I say "when I flew coach" because AFAIAC that phase of my life is over. I'll
pay to fly in a premium cabin when I have to fly. I consider myself fortunate
to have that option and a not unreasonable indulgence.

I actually have no problem with this seating per se because it fits into the
overall model of passenger/price segmentation. I'm not sure how much of this
will be aimed at the developed world since flying is already ridiculously
cheap in terms of real income [1].

I mean I've flown from NYC to SF return for @260. A mere 25 years ago in
Australia it was relatively common to take a 2-3 day train journey from Perth
to Sydney because a domestic flight was too expensive for many.

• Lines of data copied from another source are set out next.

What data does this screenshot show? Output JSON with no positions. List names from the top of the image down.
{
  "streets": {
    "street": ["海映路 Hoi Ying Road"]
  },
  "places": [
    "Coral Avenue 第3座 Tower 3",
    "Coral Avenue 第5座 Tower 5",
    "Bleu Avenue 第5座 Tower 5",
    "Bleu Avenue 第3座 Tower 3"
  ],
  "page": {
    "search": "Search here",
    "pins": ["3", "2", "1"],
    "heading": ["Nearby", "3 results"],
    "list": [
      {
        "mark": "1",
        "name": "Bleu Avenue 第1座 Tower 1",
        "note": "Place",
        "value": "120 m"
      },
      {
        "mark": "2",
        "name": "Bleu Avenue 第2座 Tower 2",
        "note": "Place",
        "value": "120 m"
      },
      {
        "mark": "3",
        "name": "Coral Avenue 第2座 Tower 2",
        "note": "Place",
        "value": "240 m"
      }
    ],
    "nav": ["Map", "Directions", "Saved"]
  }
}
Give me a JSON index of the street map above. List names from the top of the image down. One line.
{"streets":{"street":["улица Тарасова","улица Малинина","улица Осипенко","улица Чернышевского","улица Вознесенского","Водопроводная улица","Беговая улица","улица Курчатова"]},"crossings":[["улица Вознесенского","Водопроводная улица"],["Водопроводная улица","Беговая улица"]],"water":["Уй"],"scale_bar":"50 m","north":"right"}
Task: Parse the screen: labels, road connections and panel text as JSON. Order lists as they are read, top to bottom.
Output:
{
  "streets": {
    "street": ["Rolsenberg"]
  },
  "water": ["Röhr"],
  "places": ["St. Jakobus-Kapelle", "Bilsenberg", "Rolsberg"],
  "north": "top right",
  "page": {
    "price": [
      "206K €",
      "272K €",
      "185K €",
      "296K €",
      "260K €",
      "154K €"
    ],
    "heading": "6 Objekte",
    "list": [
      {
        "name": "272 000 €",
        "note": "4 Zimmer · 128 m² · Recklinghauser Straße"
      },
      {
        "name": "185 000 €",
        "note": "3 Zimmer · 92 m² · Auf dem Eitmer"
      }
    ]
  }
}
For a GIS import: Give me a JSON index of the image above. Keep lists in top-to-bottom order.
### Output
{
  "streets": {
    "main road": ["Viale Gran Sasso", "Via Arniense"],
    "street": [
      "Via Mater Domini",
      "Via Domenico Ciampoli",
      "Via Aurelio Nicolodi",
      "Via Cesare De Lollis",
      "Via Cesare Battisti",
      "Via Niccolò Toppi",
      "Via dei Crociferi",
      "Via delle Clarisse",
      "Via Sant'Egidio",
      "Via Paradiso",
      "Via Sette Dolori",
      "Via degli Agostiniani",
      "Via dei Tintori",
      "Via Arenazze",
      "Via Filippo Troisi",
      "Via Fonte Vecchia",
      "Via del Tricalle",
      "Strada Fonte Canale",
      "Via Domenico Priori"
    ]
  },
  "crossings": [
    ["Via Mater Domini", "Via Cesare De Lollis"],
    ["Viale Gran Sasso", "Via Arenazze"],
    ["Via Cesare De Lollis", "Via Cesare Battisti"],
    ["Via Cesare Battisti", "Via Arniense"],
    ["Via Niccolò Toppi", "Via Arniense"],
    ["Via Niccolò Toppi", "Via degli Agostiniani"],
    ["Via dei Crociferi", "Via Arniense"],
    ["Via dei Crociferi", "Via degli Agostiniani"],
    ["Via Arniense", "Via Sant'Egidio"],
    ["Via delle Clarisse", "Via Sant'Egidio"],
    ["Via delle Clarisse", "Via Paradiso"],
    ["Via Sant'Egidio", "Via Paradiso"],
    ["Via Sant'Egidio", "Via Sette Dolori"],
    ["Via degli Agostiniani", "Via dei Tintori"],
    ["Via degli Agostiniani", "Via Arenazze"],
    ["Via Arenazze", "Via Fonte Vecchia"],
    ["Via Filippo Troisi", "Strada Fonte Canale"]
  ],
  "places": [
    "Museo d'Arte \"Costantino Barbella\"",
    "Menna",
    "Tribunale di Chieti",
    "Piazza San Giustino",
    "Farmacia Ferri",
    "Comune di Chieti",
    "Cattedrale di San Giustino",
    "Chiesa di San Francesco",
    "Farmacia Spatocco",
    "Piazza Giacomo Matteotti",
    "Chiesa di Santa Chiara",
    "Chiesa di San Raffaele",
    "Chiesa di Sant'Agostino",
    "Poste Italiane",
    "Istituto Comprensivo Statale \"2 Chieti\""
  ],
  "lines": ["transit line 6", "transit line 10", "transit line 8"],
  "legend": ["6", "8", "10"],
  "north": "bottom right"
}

There are some general trends in the airline industry. First, first class is
rapidly disappearing (eg Qatar Airways doesn't even have a first class cabin
on many of its planes anymore). The reason is that business class is basically
what first class used to be. What's now premium economy isn't much worse than
what business class was 20 years ago.

[1]: [http://www.theatlantic.com/business/archive/2013/02/how-
airl...](http://www.theatlantic.com/business/archive/2013/02/how-airline-
ticket-prices-fell-50-in-30-years-and-why-nobody-noticed/273506/)

------
fooster
What about safety? All this stuff the flight attendants get on with about
making sure all "cabin baggage is safely stowed either in a bin or beneath the
seats" is so you don't trip up on crap in an emergency. Well, I guess thats no
longer an issue...

------
swasheck
"crash position" just more awkward. about have a hard landing? just put your
face in my lap.

also, folks with motion sickness would make these flights interesting.

from an efficiency perspective, this seems like a pretty sound design, though.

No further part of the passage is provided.